Thursday, August 03, 2006

SURPLUS: Pinhead Business Part Last

How do you know when your office, plant, workplace is deemed defunct, dead, redundant, closing? When you arrive, everything that is not nailed down or painted has a Surplus label stuck on it. They are going to save the furniture, but not the workers. That must say something about business values, but I'm not sure what.

This is the latest and possibly the last episode of pinhead business. Back in early June I described the situation at my workplace. Again, I work part-time for a Major medical school attached to a Major university with a Major athletic department. (Too many Majors may be part of the problem.)

We had a meeting a few weeks ago. Some administrators showed up and tried to tell us what was happening and why. But they had no information to give us. They asked us to understand the grant-awarding cycle. Translation: no funds are available to keep us going. They asked us to understand how research works. Translation: no one had gone out and gotten new business. They praised us for our dedication and professional work.

Some of the thirty of us who were there started making suggestions on how we could get more business. Again, we had to understand the nature of research. Some others started to praise the workplace; what a great place it was, the wonderful co-workers, the wonderful supervision,blah, blah. I was going to retch if I didn't speak up. So I did.

I said I couldn't believe what I was hearing. Here we have a roomful of highly trained, highly motivated people who love their work, sophisticated computer and phone systems and you have NO PLAN to keep this center going. You have explained the grant-awarding cycle and the lack of marketing. We are out of a job. What are you doing about it? No answer. Silence.

Then I heard "I understand your disappointment." I sat quietly. I did not explode, I did not walk out.

Weeks pass. We hear that the administrators have saved the center, and we will have jobs next Jan at the latest. We keep getting extended to finish our current research project.
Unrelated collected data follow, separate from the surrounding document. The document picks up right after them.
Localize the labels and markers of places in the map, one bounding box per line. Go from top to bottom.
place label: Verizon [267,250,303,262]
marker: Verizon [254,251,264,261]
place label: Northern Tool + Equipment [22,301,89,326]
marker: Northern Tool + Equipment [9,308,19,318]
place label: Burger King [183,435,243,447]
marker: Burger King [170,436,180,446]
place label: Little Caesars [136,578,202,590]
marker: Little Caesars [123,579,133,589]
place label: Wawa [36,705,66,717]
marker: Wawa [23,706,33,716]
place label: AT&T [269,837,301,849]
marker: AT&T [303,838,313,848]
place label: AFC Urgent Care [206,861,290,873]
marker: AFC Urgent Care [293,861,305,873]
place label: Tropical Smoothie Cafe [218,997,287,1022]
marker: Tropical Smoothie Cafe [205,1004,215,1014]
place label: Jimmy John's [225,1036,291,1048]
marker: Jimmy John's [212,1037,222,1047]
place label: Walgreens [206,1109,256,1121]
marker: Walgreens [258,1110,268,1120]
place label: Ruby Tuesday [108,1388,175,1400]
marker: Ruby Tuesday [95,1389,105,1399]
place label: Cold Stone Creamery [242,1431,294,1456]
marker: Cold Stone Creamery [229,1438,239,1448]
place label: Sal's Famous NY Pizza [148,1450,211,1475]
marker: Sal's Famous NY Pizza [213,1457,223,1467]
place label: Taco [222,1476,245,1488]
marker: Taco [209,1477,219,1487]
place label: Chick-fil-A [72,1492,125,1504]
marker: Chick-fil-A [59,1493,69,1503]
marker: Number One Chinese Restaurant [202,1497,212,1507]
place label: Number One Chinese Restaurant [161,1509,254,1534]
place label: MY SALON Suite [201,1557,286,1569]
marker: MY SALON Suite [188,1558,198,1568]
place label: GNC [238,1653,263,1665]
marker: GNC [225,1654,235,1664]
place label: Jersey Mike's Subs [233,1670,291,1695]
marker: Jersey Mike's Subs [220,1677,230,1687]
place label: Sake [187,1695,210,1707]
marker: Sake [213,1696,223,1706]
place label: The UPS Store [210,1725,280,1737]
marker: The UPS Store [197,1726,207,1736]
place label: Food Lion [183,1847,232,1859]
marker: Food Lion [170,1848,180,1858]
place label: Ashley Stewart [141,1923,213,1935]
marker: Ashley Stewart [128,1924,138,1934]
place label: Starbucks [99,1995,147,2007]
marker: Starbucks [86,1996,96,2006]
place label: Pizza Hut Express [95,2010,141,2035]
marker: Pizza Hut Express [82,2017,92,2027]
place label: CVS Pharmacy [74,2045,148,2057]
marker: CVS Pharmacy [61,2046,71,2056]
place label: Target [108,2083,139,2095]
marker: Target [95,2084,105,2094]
Well and good.

Next comes the revelation that we have been deceived by management. What a shock! I cannot go into details, but suffice it to say that we have been telling our participants a big lie. Everything about this research process is totally confidential we say. We have selected you at random. Not so. By clicking one part of the screen, I have your address complete with zip code. The only random part of the big lie is the order in which the respondents are selected.

Others have said that I have over-reacted. Perhaps I have, but who likes having managers tell them the big lie?

And now we have the SURPLUS labels stuck all over everything. I put one on my forehead. I put them on co-workers. One senior staff member told me: "I guess we just have too many academics in charge." Amen.

It's a sad ending to, if not a noble experiment, at least a good idea. We will establish a survey research center at a Major medical school attached to a Major university with a Major athletic program. It turned out to be "I know, let's put on a show and raise money to save...whatever." Mickey Rooney and Judy Garland could not save this show.

And, damnit all, I enjoyed the work.